Palavras-chave: Biografia não autorizada. Fontes disponíveis. Papel do historiador. Vestígios.
ABSTRACT: The reflexes arising from biographical writing for the field of history permeate the aspects that involve the life of the biographer, especially when dealing with unauthorized biographies. In this sense, this work aims to analyze the characteristics of unauthorized biography in the face of lacunar aspects, due to the absence of documents, traces and traces that allow an approximation with the biographical reality. For this it is necessary to understand what is meant by biography, starting from its historical aspects. It seeks to identify the existing dimensions of biography and how these present themselves. With regard to the methodology, this is a qualitative, documentary and bibliographical research, using indirect documentation as instrumentalization, due to the need for analysis of the institutes. Finally, seeking to indicate the distances and possible approximations in the unauthorized biography to an authentic and reliable writing from the available sources.

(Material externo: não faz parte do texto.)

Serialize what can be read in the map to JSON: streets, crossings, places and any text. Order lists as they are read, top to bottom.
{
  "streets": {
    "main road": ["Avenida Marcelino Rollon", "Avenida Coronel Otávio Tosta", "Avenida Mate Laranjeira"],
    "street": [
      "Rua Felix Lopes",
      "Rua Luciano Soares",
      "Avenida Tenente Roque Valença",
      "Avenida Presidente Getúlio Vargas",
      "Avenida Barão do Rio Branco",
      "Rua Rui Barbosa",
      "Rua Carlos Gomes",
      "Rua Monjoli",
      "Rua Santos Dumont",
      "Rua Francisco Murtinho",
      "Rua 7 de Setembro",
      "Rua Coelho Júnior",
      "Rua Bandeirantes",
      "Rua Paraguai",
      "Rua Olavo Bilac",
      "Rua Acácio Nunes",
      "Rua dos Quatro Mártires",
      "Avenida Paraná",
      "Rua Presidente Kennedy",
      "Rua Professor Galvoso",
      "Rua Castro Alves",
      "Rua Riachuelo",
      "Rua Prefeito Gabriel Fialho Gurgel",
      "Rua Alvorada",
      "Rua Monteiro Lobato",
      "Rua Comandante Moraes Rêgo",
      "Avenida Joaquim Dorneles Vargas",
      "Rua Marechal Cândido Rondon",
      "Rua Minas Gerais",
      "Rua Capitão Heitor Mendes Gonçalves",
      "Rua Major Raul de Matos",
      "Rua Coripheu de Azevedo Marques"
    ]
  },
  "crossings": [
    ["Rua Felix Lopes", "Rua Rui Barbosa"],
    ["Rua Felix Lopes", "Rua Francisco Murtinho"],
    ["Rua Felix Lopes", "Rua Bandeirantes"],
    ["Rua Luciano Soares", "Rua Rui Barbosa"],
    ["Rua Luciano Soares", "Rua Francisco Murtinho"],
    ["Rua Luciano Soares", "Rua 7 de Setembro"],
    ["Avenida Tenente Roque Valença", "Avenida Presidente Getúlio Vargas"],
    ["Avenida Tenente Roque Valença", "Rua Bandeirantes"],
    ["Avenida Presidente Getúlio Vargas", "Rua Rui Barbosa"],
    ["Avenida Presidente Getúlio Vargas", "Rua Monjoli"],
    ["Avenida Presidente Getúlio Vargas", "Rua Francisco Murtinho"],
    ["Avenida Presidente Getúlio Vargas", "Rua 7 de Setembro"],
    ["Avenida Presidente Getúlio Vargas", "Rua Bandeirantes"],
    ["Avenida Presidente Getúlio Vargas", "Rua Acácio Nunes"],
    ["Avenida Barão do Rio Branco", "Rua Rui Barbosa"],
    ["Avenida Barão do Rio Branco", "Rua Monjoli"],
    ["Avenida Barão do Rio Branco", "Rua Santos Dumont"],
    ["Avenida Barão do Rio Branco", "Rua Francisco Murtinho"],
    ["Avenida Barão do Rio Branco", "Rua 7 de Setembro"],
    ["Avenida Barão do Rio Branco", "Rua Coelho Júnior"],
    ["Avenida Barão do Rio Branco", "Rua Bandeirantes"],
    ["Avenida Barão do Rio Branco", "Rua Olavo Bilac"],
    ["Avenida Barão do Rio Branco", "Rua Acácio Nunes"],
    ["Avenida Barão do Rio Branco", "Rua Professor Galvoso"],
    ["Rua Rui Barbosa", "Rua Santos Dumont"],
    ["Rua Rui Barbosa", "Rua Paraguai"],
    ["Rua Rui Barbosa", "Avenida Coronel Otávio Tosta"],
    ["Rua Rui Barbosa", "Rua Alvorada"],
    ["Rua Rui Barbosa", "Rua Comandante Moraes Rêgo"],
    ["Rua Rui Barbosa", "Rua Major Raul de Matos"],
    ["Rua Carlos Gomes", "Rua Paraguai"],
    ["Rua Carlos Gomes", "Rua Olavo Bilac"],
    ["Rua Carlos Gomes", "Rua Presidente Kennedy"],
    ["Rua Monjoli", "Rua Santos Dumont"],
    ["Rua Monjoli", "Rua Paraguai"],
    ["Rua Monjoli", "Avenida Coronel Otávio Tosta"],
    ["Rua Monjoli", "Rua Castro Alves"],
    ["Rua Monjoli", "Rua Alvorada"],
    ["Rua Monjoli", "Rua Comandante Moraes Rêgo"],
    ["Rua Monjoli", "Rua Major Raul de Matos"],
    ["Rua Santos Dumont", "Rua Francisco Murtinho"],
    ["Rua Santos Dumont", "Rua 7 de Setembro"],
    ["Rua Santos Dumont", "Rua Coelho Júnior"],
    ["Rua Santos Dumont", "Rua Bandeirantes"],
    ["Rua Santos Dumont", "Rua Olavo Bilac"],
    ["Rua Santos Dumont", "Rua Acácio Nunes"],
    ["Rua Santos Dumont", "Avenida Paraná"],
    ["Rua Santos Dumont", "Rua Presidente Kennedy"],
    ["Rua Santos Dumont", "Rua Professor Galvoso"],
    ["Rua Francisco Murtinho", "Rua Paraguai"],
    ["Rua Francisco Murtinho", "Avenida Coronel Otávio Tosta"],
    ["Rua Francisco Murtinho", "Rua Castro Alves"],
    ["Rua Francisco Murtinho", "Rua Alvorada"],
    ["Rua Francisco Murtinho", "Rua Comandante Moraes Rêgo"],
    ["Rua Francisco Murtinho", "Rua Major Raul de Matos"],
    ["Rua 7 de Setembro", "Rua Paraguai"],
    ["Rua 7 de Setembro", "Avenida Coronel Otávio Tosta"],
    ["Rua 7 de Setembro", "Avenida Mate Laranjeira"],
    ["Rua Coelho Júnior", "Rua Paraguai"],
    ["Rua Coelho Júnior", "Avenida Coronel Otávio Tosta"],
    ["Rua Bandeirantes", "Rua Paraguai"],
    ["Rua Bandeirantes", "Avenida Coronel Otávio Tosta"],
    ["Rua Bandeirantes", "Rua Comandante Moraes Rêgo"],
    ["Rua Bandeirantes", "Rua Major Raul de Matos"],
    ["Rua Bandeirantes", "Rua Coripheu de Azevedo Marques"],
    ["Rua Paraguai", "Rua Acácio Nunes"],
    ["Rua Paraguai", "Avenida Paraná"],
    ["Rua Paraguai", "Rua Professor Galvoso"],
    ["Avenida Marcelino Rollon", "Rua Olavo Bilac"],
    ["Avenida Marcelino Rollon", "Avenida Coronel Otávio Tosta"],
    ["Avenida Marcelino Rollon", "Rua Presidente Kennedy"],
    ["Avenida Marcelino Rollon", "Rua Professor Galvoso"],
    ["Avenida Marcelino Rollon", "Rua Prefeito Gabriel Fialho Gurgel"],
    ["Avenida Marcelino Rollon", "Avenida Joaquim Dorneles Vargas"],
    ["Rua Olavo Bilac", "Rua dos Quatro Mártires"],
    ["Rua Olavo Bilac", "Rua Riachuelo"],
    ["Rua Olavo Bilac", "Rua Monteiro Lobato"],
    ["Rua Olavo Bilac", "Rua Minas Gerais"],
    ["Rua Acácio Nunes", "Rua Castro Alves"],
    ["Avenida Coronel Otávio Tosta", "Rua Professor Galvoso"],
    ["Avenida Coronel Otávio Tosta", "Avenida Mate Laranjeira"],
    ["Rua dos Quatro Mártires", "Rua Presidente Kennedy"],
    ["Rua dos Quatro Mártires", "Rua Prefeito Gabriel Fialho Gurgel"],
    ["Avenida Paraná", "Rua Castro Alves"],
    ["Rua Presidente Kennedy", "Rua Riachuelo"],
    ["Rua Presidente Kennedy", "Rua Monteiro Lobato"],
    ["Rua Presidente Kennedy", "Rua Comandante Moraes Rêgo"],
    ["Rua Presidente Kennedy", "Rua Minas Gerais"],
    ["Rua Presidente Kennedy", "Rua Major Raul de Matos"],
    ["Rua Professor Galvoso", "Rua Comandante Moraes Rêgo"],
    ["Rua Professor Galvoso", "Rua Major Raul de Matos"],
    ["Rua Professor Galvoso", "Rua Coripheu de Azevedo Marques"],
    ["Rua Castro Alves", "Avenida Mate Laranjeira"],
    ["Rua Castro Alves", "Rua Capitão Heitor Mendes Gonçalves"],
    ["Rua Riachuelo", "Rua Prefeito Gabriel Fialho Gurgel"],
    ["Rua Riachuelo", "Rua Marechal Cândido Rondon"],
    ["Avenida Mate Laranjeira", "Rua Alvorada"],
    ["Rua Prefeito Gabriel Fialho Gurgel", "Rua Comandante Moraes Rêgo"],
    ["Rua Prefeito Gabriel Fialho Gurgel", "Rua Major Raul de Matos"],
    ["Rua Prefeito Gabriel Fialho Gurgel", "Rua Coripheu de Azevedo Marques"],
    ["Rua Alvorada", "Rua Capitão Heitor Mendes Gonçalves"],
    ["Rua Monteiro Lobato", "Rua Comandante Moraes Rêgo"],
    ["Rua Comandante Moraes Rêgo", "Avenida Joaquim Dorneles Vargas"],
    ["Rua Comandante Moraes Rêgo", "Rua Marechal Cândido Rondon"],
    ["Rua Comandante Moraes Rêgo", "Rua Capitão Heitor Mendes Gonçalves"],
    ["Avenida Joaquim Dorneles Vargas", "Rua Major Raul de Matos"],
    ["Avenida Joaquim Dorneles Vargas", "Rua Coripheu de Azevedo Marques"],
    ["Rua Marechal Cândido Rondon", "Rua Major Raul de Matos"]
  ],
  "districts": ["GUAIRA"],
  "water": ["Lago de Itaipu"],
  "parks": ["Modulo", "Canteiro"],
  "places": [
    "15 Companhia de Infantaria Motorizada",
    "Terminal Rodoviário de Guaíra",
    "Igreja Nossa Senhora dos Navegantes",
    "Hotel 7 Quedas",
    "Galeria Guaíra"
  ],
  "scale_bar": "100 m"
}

Keywords: Unauthorized biography. Available sources. Role of the historian. Traces.
1 INTRODUÇÃO
Nos últimos anos tem-se percebido um crescente interesse pela escrita biográfica pelos historiadores, em face da possibilidade de uma visão que abrange tanto aspectos que estão relacionados com a coletividade, como pela escrita sobre a vida de uma pessoa. Dentro desses limites, percebe-se uma variedade de aspectos que podem levar o historiador a diferentes visões, estejam relacionados ou não a contextos sociais, econômicos, políticos, culturais que possam influenciar a vida do biografado.
A biografia não autorizada, em si, pode refletir diferentes percursos e visões, que podem chegar a uma possível aproximação a uma escrita autêntica e fidedigna, partindo-se da ideia de que os documentos, rastros e vestígios lhe abrem possibilidades que precisam ser observadas e que podem lhe trazer, a partir da metodologia a ser empregada nos seus trabalhos, uma representação sobre o passado.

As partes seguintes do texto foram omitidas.